Two types of warranties that OEMs offer are powertrain and bumper to bumper. A powertrain warranty covers engine and transmission issues that are related to workmanship, while a bumper to bumper warranty is intended for most other potential problems with the vehicle, including those involving the vehicle’s electronic systems (power seats, navigation.).
An extended OEM warranty generally has features that are similar to the benefits offered by a new vehicle purchase, but with the addition of other services like roadside assistance. It pays do your research on what these other services will be for different providers in your area. One of your best options – if not your best – in Murrysville, Pennsylvania is Cars Protection Plus.
Cars Protection Plus
As you choose the best warranty for you, you may have to select between a package that comes with or without a deductible. Like any other type of insurance out there, a bigger deductible will automatically reduce the policy’s total price. What’s great is that OEM warranty deductibles are generally minimal (usually under $200).

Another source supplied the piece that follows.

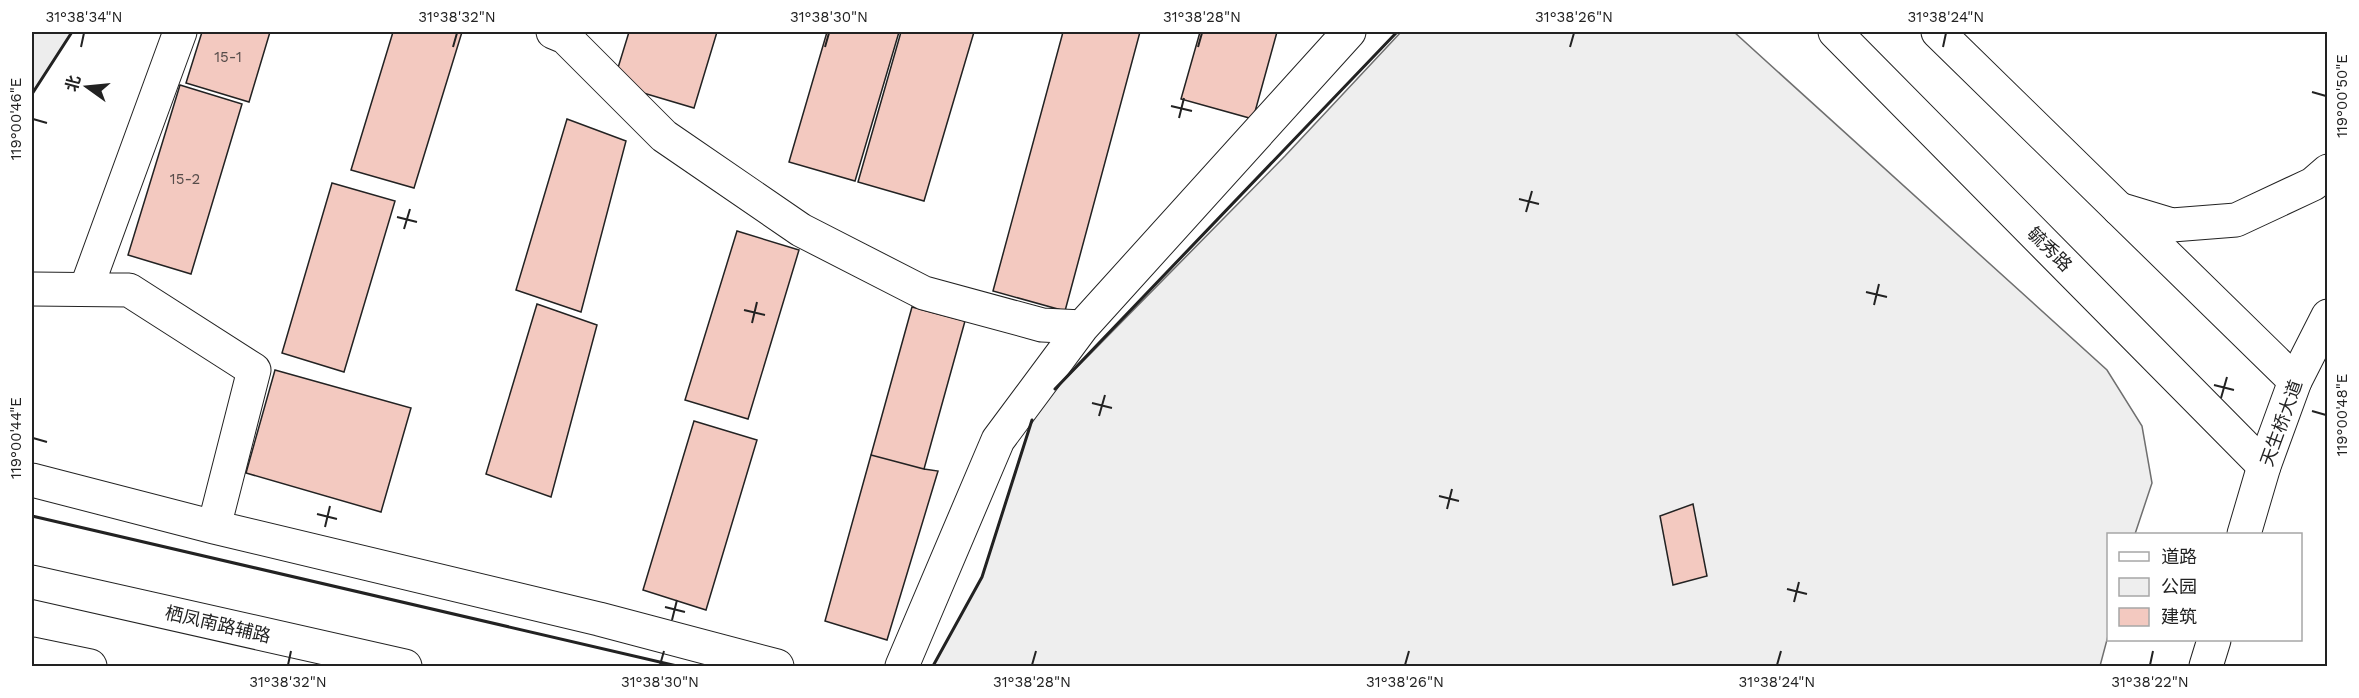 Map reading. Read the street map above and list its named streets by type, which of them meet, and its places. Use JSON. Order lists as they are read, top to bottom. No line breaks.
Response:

Usually, third-party or aftermarket warranty companies, such as Cars Protection Plus, provide mainly the same coverage that you can expect from OEMs. But of course, you’re still talking about two different products, and even third-party warranties can be unique, depending on the provider. There will be different policies and different deductibles too.
How coverage is administered constitutes another significant difference between OEM and third-party warranties. With a third-party warranty, for example, you may have to pay for a repair out-of-pocket and then file for reimbursement after. This process is not always quick, but as long as you go with a well-reputed provider like Cars Protection Plus, this ceases to be a problem. In any case, payment expectations should be known to you right from the beginning.
What you may find most advantageous with third-party warranties compared to OEM warranties is that they are incredibly cheaper. Sometimes, a third-party warranty may even be your only option. So for example, if you bought a used Chevrolet from a Toyota dealership, it’s unlikely that you will get a Chevrolet OEM warranty.
If you intend to buy an extended warranty from a third party, make it a point to review the fine print thoroughly. Most importantly, buy from a reputable provider, such as Cars Protection Plus.